── SOURCE RECORDS ──
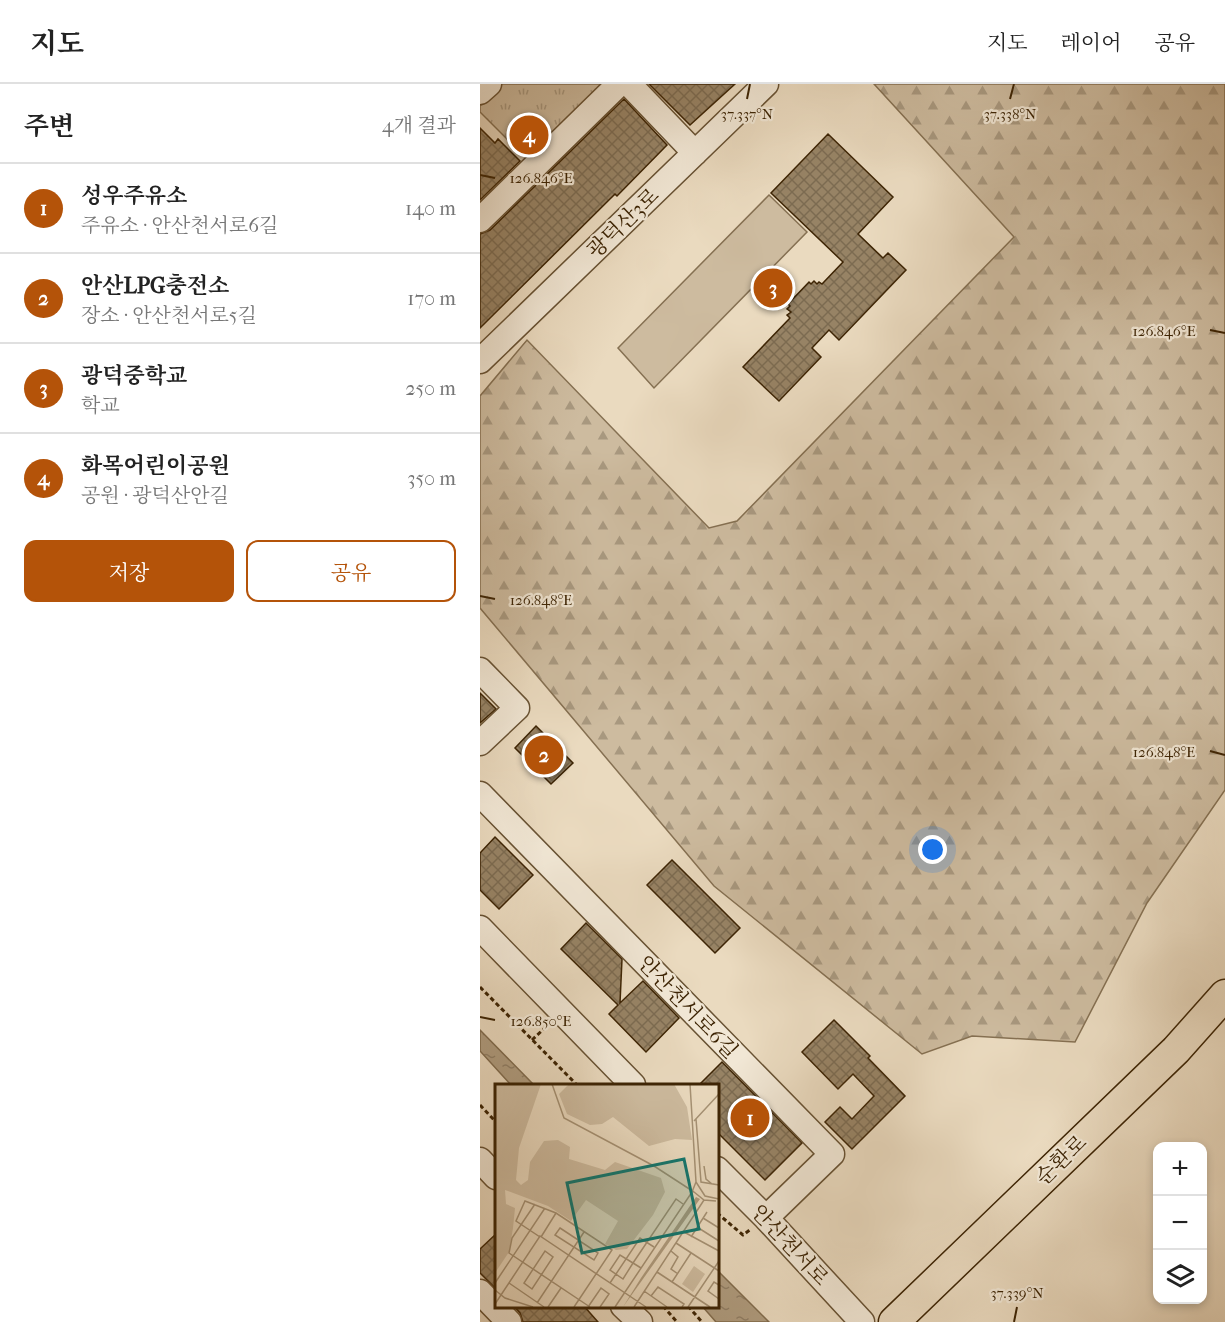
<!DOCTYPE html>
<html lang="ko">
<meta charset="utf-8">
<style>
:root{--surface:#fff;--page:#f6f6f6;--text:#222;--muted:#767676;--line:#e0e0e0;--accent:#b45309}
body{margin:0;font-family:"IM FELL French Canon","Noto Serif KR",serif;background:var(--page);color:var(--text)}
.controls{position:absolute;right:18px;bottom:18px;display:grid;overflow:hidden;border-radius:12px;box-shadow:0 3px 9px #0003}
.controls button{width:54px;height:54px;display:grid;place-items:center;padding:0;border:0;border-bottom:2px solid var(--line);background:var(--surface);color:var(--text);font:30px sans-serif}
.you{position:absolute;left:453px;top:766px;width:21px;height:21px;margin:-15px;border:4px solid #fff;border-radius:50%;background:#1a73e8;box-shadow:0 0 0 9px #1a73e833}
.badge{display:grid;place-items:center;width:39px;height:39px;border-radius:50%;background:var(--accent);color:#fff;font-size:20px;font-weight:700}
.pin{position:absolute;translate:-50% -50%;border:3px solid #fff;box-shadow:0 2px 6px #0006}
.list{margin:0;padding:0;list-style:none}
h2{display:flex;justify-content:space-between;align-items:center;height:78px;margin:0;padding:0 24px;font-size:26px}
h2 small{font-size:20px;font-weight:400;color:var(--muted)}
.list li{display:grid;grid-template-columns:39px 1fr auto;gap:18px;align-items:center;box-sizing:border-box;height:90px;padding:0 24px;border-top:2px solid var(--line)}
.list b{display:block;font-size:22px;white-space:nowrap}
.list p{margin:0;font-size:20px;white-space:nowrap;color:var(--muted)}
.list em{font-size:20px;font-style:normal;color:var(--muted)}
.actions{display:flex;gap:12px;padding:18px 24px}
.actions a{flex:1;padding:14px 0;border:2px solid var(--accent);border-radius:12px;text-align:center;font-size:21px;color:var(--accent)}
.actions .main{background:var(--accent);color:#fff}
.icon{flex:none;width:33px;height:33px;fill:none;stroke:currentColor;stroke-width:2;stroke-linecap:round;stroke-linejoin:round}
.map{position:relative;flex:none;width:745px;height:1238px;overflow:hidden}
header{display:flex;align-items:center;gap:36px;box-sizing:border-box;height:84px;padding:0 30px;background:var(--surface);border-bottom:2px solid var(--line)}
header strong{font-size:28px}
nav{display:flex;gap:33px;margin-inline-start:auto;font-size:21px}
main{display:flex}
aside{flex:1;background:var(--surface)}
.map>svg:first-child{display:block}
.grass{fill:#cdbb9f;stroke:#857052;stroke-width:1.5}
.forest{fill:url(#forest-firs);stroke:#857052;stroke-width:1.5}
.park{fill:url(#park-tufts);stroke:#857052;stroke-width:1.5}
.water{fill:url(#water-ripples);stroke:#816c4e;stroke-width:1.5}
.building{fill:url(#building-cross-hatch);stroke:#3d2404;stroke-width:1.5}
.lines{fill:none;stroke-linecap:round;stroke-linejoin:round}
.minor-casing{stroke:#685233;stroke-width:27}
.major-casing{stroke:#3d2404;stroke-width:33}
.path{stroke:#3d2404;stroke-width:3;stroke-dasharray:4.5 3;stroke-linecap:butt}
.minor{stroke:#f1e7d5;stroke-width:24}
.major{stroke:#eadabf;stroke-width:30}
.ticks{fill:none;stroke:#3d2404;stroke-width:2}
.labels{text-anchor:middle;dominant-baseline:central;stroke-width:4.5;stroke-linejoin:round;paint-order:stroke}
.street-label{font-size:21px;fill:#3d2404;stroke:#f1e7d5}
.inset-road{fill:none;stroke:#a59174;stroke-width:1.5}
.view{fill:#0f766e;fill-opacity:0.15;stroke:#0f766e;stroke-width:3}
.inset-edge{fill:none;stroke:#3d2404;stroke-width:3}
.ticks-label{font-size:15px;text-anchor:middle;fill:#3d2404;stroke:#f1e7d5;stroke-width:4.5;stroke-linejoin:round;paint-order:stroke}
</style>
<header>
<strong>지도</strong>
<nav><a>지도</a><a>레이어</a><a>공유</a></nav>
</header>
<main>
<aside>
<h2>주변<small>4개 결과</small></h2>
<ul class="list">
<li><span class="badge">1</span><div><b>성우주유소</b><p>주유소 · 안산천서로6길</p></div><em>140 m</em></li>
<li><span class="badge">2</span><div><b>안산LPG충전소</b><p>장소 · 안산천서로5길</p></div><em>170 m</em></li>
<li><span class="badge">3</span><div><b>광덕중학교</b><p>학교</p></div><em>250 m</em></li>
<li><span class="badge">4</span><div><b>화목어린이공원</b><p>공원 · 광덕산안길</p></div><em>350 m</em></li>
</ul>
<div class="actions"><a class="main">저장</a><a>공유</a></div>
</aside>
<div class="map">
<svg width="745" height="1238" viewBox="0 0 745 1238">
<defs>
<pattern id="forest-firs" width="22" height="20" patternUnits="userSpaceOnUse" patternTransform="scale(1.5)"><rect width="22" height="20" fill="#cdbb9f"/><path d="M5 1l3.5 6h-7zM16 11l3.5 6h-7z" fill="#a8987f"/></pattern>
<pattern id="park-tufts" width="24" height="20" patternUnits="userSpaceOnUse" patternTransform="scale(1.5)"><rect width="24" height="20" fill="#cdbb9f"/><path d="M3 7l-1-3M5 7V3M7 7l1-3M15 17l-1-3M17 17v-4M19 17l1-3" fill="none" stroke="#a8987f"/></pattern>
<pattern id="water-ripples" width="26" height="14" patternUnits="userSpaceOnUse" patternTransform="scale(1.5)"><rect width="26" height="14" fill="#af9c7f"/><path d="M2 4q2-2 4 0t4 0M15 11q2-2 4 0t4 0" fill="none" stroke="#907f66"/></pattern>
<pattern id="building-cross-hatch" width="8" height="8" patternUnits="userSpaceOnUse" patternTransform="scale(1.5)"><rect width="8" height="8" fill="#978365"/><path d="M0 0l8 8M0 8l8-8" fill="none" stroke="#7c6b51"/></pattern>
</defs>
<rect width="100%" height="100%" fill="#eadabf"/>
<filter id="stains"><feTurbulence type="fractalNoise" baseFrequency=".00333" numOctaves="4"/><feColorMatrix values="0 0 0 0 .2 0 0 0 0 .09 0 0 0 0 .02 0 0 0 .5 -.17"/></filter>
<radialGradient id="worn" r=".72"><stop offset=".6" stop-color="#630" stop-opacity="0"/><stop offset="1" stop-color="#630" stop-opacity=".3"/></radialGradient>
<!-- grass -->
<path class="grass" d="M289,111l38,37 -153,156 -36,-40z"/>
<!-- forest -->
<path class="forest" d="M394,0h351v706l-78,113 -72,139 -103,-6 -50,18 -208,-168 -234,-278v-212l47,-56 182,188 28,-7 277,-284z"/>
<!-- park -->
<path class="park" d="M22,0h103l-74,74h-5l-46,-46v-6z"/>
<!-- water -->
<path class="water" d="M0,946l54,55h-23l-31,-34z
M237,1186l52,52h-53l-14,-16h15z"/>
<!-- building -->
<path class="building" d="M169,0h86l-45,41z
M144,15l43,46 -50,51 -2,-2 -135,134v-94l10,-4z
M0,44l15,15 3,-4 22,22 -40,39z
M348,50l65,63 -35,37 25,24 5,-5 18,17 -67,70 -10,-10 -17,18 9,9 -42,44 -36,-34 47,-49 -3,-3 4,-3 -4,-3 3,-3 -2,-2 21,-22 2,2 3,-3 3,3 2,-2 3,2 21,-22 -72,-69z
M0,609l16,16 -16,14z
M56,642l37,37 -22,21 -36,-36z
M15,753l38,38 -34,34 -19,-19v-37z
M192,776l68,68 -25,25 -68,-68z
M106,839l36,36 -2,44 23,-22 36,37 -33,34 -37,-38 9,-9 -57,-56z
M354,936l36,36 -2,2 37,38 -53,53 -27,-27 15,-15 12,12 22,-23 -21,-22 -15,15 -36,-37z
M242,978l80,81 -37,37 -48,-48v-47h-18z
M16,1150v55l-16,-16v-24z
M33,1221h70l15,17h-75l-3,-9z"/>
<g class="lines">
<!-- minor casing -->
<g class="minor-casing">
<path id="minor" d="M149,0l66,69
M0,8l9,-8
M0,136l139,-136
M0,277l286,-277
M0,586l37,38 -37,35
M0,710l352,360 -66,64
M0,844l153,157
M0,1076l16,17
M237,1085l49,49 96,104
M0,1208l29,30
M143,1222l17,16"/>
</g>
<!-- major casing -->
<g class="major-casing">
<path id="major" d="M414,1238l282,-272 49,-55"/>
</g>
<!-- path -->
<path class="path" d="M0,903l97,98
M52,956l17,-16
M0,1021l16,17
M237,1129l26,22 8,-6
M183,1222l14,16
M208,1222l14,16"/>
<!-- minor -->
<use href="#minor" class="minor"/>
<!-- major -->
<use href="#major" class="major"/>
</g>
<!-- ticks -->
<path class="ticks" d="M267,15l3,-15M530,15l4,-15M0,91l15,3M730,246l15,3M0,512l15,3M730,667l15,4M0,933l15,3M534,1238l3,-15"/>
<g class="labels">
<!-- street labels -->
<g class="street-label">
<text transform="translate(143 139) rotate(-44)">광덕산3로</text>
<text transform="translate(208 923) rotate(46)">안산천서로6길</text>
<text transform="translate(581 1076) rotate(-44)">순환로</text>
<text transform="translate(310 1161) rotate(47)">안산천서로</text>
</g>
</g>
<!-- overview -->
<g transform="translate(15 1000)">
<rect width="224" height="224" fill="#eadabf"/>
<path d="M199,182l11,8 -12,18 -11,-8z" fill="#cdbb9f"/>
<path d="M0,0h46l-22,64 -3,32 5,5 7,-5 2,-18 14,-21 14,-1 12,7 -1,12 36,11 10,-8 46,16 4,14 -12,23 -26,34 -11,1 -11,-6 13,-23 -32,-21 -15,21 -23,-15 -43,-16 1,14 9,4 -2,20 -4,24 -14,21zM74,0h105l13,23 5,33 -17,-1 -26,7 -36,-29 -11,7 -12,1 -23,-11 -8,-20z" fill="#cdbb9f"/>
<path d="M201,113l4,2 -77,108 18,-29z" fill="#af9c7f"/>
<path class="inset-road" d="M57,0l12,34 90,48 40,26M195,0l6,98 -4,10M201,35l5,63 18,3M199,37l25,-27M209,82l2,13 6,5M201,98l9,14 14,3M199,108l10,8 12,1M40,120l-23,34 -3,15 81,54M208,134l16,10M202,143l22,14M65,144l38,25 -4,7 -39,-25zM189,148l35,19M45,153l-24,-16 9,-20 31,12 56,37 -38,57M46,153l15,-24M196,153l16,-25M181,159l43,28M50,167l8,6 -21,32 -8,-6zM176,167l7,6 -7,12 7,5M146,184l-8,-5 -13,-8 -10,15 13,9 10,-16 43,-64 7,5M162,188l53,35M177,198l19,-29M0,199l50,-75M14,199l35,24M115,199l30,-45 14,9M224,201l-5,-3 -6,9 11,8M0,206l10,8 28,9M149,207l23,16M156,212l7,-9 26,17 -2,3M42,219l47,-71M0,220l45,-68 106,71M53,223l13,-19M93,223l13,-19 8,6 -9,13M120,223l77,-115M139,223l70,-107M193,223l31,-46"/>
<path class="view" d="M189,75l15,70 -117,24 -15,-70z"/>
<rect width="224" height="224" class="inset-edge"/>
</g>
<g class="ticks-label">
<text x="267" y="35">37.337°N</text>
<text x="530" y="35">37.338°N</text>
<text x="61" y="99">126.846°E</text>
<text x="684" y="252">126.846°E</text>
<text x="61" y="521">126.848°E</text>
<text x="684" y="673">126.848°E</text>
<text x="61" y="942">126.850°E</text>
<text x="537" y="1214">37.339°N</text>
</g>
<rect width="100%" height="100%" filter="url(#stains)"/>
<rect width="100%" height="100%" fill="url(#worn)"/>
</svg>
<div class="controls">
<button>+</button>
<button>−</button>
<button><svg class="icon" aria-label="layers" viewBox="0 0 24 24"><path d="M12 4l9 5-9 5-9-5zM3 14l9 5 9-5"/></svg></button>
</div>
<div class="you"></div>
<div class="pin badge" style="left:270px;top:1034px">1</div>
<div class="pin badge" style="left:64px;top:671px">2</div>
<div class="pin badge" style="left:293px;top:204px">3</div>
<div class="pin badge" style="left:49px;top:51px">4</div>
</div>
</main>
───
- WHAT YOU NEED TO DO
In the entries above, find each line with the word "worn" and copy it.

- RESULT FOR THIS TASK
<radialGradient id="worn" r=".72"><stop offset=".6" stop-color="#630" stop-opacity="0"/><stop offset="1" stop-color="#630" stop-opacity=".3"/></radialGradient>
<rect width="100%" height="100%" fill="url(#worn)"/>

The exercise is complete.